RECORDS SHOWN ::

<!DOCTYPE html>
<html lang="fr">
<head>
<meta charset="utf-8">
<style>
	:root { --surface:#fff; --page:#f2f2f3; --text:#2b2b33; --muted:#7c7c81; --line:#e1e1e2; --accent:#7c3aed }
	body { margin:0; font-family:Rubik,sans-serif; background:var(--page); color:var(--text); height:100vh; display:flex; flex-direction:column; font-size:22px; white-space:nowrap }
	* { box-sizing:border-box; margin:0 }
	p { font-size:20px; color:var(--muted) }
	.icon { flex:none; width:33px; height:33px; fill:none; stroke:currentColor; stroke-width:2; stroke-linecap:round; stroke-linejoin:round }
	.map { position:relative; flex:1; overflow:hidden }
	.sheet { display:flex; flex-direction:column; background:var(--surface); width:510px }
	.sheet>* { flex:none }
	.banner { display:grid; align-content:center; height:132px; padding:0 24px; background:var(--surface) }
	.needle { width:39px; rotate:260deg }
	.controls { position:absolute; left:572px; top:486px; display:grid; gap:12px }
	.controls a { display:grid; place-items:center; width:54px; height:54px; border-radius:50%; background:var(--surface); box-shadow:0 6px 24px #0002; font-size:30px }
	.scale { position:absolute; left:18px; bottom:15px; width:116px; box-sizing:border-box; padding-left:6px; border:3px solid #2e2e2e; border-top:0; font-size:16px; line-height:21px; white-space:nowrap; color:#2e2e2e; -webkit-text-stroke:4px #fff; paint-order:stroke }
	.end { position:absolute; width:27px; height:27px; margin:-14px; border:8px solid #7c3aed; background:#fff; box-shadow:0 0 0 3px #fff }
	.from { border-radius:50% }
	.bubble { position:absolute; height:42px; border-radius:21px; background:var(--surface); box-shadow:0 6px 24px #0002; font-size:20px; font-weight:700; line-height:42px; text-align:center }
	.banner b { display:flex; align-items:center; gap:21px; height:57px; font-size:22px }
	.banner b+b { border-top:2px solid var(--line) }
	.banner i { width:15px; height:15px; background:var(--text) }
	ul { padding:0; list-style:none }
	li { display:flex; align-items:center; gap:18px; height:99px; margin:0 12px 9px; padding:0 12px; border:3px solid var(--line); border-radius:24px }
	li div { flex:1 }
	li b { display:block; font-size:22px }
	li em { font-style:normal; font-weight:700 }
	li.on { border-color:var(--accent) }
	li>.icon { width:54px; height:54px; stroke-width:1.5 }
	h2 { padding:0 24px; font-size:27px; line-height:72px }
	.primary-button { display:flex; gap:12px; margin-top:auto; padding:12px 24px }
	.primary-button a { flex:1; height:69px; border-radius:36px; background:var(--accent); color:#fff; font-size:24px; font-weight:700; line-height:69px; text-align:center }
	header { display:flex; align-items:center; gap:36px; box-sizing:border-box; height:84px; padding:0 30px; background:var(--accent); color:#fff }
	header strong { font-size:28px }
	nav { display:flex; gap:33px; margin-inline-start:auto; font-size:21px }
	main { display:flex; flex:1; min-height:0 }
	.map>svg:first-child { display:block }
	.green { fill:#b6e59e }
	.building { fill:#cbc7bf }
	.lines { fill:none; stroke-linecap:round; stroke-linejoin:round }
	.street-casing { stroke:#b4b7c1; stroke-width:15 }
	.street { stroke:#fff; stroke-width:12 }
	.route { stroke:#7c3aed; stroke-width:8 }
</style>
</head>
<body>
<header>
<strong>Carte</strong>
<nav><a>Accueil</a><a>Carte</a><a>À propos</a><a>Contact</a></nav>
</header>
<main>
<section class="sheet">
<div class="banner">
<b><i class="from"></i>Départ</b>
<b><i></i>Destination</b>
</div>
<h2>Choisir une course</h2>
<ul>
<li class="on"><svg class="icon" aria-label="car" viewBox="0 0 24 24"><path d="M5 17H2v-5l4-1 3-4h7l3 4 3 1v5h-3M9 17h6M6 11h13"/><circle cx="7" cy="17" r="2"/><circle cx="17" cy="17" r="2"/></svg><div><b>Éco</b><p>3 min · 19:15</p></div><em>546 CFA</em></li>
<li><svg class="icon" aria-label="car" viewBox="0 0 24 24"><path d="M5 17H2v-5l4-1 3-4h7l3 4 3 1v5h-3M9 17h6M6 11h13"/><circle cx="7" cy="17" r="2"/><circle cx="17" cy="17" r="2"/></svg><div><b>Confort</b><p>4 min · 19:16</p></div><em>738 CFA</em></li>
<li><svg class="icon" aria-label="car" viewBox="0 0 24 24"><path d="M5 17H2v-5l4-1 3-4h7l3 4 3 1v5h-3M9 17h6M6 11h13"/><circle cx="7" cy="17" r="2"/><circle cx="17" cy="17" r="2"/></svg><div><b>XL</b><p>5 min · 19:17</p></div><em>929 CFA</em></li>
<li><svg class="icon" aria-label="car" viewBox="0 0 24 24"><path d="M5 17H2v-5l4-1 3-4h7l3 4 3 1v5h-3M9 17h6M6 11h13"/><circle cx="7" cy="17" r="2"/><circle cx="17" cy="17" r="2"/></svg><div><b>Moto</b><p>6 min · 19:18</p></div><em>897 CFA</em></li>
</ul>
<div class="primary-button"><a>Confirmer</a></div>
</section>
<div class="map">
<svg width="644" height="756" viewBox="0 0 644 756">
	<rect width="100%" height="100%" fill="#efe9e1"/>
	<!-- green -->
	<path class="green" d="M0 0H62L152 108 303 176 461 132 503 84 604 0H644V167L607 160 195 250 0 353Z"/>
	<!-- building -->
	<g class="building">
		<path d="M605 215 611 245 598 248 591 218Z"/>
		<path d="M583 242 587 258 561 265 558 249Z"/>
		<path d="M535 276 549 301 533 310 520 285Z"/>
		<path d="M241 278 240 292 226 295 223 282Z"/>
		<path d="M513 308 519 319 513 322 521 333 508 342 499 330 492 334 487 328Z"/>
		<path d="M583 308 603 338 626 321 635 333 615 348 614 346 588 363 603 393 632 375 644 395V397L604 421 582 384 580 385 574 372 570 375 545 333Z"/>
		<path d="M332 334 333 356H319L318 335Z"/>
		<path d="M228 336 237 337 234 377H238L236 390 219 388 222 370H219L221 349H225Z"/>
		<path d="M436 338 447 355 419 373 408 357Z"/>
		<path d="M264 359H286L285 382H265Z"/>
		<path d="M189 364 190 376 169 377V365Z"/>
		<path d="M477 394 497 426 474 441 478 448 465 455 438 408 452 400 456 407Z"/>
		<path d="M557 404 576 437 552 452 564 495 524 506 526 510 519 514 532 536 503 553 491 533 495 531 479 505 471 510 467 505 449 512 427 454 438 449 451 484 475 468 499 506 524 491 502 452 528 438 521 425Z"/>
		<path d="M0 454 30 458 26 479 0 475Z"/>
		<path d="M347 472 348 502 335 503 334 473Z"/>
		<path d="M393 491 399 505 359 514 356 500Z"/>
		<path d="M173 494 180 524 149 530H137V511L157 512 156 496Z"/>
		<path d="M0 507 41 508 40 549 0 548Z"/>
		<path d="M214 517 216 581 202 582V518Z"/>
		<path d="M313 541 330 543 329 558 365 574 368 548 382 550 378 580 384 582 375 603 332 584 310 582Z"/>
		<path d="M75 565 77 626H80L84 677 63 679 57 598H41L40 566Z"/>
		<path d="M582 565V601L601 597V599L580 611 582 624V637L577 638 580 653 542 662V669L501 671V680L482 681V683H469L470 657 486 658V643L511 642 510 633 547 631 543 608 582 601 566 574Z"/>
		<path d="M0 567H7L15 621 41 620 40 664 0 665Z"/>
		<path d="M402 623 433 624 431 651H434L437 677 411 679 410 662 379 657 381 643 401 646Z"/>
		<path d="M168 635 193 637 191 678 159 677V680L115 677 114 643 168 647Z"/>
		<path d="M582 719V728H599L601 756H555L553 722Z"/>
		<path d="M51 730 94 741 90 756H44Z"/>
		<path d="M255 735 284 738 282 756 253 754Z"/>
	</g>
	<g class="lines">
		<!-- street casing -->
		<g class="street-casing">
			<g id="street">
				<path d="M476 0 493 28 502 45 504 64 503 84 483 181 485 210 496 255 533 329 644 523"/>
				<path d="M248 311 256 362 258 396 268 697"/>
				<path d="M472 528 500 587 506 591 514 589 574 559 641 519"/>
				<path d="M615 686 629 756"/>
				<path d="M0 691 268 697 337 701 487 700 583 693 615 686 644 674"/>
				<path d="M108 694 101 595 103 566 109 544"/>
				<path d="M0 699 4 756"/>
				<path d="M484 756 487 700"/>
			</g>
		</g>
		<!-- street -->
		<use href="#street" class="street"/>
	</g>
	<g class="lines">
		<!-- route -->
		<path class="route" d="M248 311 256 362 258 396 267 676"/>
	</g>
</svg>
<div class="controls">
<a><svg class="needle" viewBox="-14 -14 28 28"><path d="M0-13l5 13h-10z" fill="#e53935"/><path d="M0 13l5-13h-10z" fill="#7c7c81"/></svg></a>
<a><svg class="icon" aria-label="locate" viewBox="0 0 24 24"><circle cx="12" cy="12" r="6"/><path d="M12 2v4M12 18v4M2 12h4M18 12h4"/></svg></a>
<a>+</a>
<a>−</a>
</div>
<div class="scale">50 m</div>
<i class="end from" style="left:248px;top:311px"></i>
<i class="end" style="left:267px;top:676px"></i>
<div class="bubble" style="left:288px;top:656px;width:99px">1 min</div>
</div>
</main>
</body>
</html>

PROBLEM STATEMENT :: Everything from the first line of the data through the line containing "position:relative; flex:1; overflow:hidden" should be echoed exactly. Add nothing.

THE COMPLETED TASK ::
<!DOCTYPE html>
<html lang="fr">
<head>
<meta charset="utf-8">
<style>
	:root { --surface:#fff; --page:#f2f2f3; --text:#2b2b33; --muted:#7c7c81; --line:#e1e1e2; --accent:#7c3aed }
	body { margin:0; font-family:Rubik,sans-serif; background:var(--page); color:var(--text); height:100vh; display:flex; flex-direction:column; font-size:22px; white-space:nowrap }
	* { box-sizing:border-box; margin:0 }
	p { font-size:20px; color:var(--muted) }
	.icon { flex:none; width:33px; height:33px; fill:none; stroke:currentColor; stroke-width:2; stroke-linecap:round; stroke-linejoin:round }
	.map { position:relative; flex:1; overflow:hidden }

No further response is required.